Hi, I need some advice on primer design for Gateway cloning.
I am redesigning a forward primer in order to insert a strong Kozak sequence.
My primer is as follows:
GGGGACAAGTTTGTACAAAAAAGCAGGCTctgccgccaccatgg(+17bp)
where upper case is the GGGG + attB1 site.
Lower case is an edited Kozak incl. start side, followed by 17 gene specific bp.
My question is whether I’ve designed the primer correctly. There is no N-terminal tag to be inserted. The 17 gene-specific bp aneal directly to the area after the start site in the gene.
We are assuming the 5’ UTR is uneeded.
Any advice from the experienced cloners?
note: I already have my reverse primer, and the melting temperatures are alright for this set.
Hello,
If you are planning to express a native protein not a tagged fusion protein, the sequence seems ok.
If you need a tag on the protein, watch the AAA-AAA in the attB1 site. The AAA-AAA codes Lys-Lys so you add your tagged target sequence just after the attB1 site. Between attB1 site and target sequence, 2-mer DNA (AA,GA,AG) should be added in order to adjust the reading flame to be consecutive with Lys-Lys.
Does your 17nt gene specific sequence is directly connecting to your 2nd flame nts? If so, I think it would be ok, as far as you don't need to tag the protein.
hope it helps
Hi,
looks good. For this long primer, I would recommend inspecting the secondary structure by using program mfold.
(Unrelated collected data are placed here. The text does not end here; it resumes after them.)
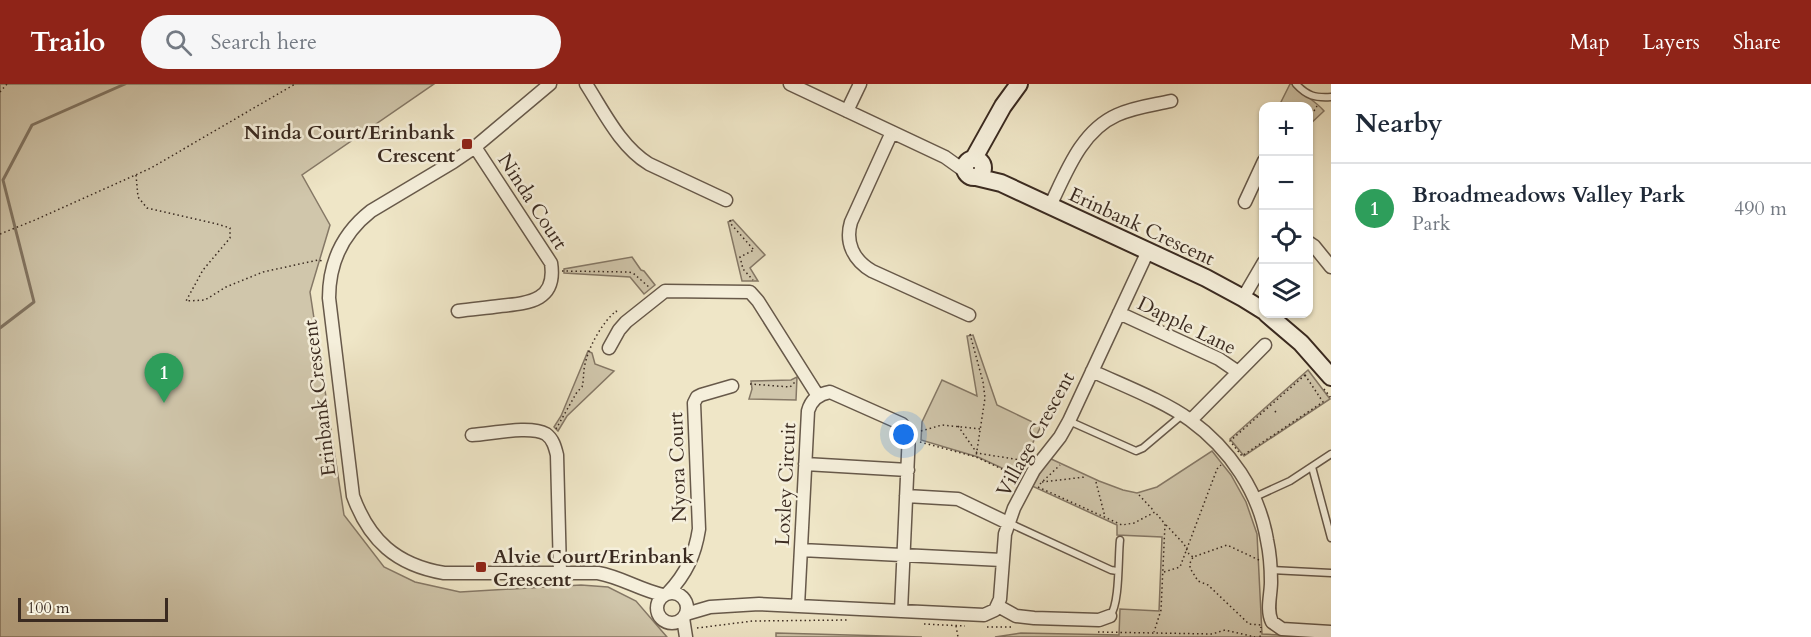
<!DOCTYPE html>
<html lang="en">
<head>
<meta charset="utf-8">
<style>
	:root { --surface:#fff; --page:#f6f6f7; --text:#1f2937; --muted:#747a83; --line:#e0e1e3; --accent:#8f2418 }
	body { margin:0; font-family:Cardo,serif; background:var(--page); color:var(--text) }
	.controls { position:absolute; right:18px; top:18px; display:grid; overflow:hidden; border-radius:12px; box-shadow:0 2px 4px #0004 }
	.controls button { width:54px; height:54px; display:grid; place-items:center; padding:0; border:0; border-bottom:2px solid var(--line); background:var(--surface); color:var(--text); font:30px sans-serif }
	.scale { position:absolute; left:18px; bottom:15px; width:150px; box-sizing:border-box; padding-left:6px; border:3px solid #3a2a20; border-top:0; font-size:16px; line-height:21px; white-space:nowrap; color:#3a2a20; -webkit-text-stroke:4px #f5efdb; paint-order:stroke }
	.you { position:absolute; left:904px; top:351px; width:21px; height:21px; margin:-15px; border:4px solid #fff; border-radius:50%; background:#1a73e8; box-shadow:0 0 0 9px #1a73e833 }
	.badge { display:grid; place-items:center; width:39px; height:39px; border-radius:50%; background:var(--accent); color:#fff; font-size:20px; font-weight:700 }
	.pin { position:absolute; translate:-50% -50px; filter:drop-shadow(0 2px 3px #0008) }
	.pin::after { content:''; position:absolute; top:32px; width:21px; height:18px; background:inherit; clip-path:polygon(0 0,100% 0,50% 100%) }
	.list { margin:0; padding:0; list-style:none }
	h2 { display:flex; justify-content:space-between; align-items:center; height:78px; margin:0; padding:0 24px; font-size:26px }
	h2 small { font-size:20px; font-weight:400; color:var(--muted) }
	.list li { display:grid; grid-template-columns:39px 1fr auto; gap:18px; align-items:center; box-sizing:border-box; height:90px; padding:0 24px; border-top:2px solid var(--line) }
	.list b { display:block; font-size:22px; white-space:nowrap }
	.list p { margin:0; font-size:20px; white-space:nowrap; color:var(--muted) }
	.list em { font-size:20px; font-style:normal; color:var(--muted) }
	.icon { flex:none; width:33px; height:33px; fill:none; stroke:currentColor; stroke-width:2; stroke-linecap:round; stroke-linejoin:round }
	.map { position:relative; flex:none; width:1331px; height:553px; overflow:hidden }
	header { display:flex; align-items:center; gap:36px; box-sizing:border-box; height:84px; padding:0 30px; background:var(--accent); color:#fff }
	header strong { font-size:28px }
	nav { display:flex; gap:33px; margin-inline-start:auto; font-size:21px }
	.search { width:420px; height:54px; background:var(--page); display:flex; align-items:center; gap:15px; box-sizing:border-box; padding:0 21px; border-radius:33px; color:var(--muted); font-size:22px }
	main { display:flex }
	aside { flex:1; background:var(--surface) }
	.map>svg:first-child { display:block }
</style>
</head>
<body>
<header>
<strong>Trailo</strong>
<div class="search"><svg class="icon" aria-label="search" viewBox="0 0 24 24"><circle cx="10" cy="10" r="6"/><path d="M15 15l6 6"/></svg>Search here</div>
<nav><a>Map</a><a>Layers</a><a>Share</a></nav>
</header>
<main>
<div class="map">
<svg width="1331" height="553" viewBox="0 0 1331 553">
	<rect width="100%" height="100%" fill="#efe6c7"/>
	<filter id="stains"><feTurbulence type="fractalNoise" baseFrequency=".00333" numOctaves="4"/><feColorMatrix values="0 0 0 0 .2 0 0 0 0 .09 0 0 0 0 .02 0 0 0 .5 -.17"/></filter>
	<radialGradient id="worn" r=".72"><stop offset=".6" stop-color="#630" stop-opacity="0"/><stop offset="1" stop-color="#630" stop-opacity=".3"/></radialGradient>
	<!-- park -->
	<path fill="#d0c6ab" stroke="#857866" stroke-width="1.5" d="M0 0H434L302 91 330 141 310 208 344 431 384 483 415 498 460 508 581 501 608 503 636 517 667 553H0Z
		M1290 0H1292C1302 11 1315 16 1324 27L1309 41 1308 22H1279Z
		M733 136 765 171 750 184 758 197H742L728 138Z
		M632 173 641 186 644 187 655 201 644 210 630 193 564 189V185Z
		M973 251 997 321 1041 342 1017 391 978 373 921 356 922 338 942 296 977 312 967 252Z
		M588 267 592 269 595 280 614 287 567 332 558 347 554 343 561 332Z
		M1308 286 1330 315 1244 372 1230 355Z
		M797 293 796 316 749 315 752 305 751 297 791 296Z
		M1212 367 1231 391 1246 418 1257 450 1262 550 1320 553H995L1021 549 1119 551 1120 525 1159 527 1162 453 1117 451V441L1032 402 1049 374 1099 397 1123 406 1137 409 1157 403Z
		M776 549 922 553H776Z"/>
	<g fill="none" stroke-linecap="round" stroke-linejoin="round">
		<!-- stream -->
		<path stroke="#817462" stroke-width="3" d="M0 244 34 218 3 96 32 41 125 0"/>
		<defs>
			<path id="lane" d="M1296 0C1307 12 1315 14 1331 13
				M1069 337 1136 367 1143 364 1182 331
				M1312 383 1331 454
				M1255 413 1290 397 1331 370
				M1009 439 1111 486 1117 487
				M1271 486 1331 489
				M1110 532C1120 520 1118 473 1120 456"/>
			<path id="street" d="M550 0 475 63 453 78 371 127C343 149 329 178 329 214L353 412C369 456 396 481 444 489H598C621 493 640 506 663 511
				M586 0C604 28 620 62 649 80L726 116
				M790 0 945 73 966 88
				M847 27 860 0
				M892 48 851 138C845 158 853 176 872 187L969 231
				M1245 118 1264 77
				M1050 122C1066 89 1081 47 1117 31 1134 23 1153 21 1171 17
				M1308 158 1314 162 1331 183
				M1243 214 1264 178
				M458 227C472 225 486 224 500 222 529 219 557 217 551 179L475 63
				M1119 229 1219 275 1238 288
				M609 264 619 246 626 238 665 207 750 208 758 217 818 312
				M1092 287C1122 301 1164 317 1190 336 1230 365 1259 408 1267 456 1270 470 1271 484 1271 498 1271 511 1266 526 1272 538L1282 545 1331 548
				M1191 336 1265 261
				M472 351C491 350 530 341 546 350 553 355 555 363 557 371L560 488
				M805 380 908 386
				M906 412 958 415 1008 439
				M801 466 1002 476
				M657 524a15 15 0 1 1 30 0a15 15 0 1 1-30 0Z
				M668 509C686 490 695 471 699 445L694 319 697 313 701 311 732 302
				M798 522 808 327C811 316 818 310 830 308L902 340 909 349 901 527
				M998 522 1016 532 1034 534 1099 536 1110 532
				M686 530 710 523 759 520 984 531 995 526 1000 515 1005 450 1014 424 1034 386 1060 353 1069 337 1148 167
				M683 534 686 553"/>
			<path id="secondary" d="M974 74 1003 22 1019 0
				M965 84a9 9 0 1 1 18 0a9 9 0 1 1-18 0Z
				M976 93 1001 99 1206 194 1243 214 1264 227
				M1267 230 1301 259 1331 293"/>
		</defs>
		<!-- lane casing -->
		<use href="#lane" stroke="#67594a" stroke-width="9"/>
		<!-- street casing -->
		<use href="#street" stroke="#67594a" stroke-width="15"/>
		<!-- secondary casing -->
		<use href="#secondary" stroke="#3a2a20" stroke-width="20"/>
		<!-- path -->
		<path stroke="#3a2a20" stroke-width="1.5" stroke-dasharray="1.5 3" stroke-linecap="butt" d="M0 8 7 0
			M1314 27 1317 22
			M136 91 138 113 147 124 217 140 230 144V154L203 186 186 217 205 216 226 203 263 188 318 176 323 177
			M730 136 731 140 754 166 740 173 743 185 753 196
			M0 150 35 136 151 84 295 0
			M562 187 628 188 633 189 650 204
			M970 250 983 298 985 314 976 373
			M1305 291 1323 318 1242 372 1230 357Z
			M750 300 790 303 795 298
			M1324 305 1331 314
			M1275 327 1277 330
			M958 342 977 369 1026 377 1030 372
			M556 345 577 308 582 303C584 296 583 288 585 280 589 262 602 239 616 227L618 230
			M921 347 942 341 981 345
			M920 358 976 373 1017 392
			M1042 398 1085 393
			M1096 398 1105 433
			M1040 400 1060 381
			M1038 403 1122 441 1134 439 1155 428 1165 440 1161 526 1154 548
			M1139 411 1154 427
			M1166 441 1184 460 1189 470 1193 473
			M1259 476 1227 461 1193 473 1190 479V484L1198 497 1208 501 1249 540 1261 541
			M1164 488 1180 483 1217 385 1221 381
			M924 540 965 542
			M956 542 958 553
			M987 543H1013
			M697 544 753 537 848 536
			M1098 548 1212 550 1225 546 1255 553
			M1260 553 1261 543"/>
		<!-- lane -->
		<use href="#lane" stroke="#f5efdb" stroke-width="6"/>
		<!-- street -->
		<use href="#street" stroke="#f5efdb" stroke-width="12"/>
		<!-- secondary -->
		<use href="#secondary" stroke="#f5efdb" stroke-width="16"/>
	</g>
	<!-- markers -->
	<g fill="#8f2418" stroke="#f5efdb" stroke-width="2">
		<rect x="461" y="54" width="12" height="12" rx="3"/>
		<rect x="475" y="477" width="12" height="12" rx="3"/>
	</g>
	<g text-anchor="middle" stroke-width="5" stroke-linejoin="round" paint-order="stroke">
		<!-- poi labels -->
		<g font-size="20" font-weight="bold" fill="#3a2a20" stroke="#f5efdb" text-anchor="end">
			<text x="455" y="55">Ninda Court/Erinbank<tspan x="455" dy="23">Crescent</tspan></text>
			<text x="493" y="479" text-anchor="start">Alvie Court/Erinbank<tspan x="493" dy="23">Crescent</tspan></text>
		</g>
		<!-- street labels -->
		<g font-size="20" fill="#3a2a20" stroke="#f5efdb">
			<text transform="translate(533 117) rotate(57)" y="7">Ninda Court</text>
			<text transform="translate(1142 142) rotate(25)" y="7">Erinbank Crescent</text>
			<text transform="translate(1187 241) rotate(26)" y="7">Dapple Lane</text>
			<text transform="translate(319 314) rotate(-97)" y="7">Erinbank Crescent</text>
			<text transform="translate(1035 350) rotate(-61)" y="7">Village Crescent</text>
			<text transform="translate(677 383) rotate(-92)" y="7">Nyora Court</text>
			<text transform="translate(785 400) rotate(-87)" y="7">Loxley Circuit</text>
		</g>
	</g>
	<rect width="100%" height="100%" filter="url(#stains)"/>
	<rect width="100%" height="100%" fill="url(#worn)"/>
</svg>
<div class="controls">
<button>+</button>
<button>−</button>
<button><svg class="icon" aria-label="locate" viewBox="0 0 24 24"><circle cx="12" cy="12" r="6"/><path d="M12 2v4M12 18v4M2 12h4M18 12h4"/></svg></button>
<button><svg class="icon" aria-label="layers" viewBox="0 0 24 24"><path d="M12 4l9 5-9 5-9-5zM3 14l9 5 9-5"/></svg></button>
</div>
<div class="scale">100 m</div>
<div class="you"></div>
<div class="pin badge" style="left:164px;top:319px;background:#2e9e5b">1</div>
</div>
<aside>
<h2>Nearby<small></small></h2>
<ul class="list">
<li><span class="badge" style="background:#2e9e5b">1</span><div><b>Broadmeadows Valley Park</b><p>Park</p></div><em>490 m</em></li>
</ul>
</aside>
</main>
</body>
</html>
In case you observe 3'end of the primer making strong secondary structure, silent mutations may be used (but do not target silent mutations to attB).
Best, Vesa
Hi, thanks for all the input. I designed a forward primer with the edited Kozak and ended up with also designing a reverse primer with a FLAG-tag (C-terminal). Looking forward to trying it out. :) The primers ended up being about 90nt long - but from what I read this shouldn't neccessarily cause any issues.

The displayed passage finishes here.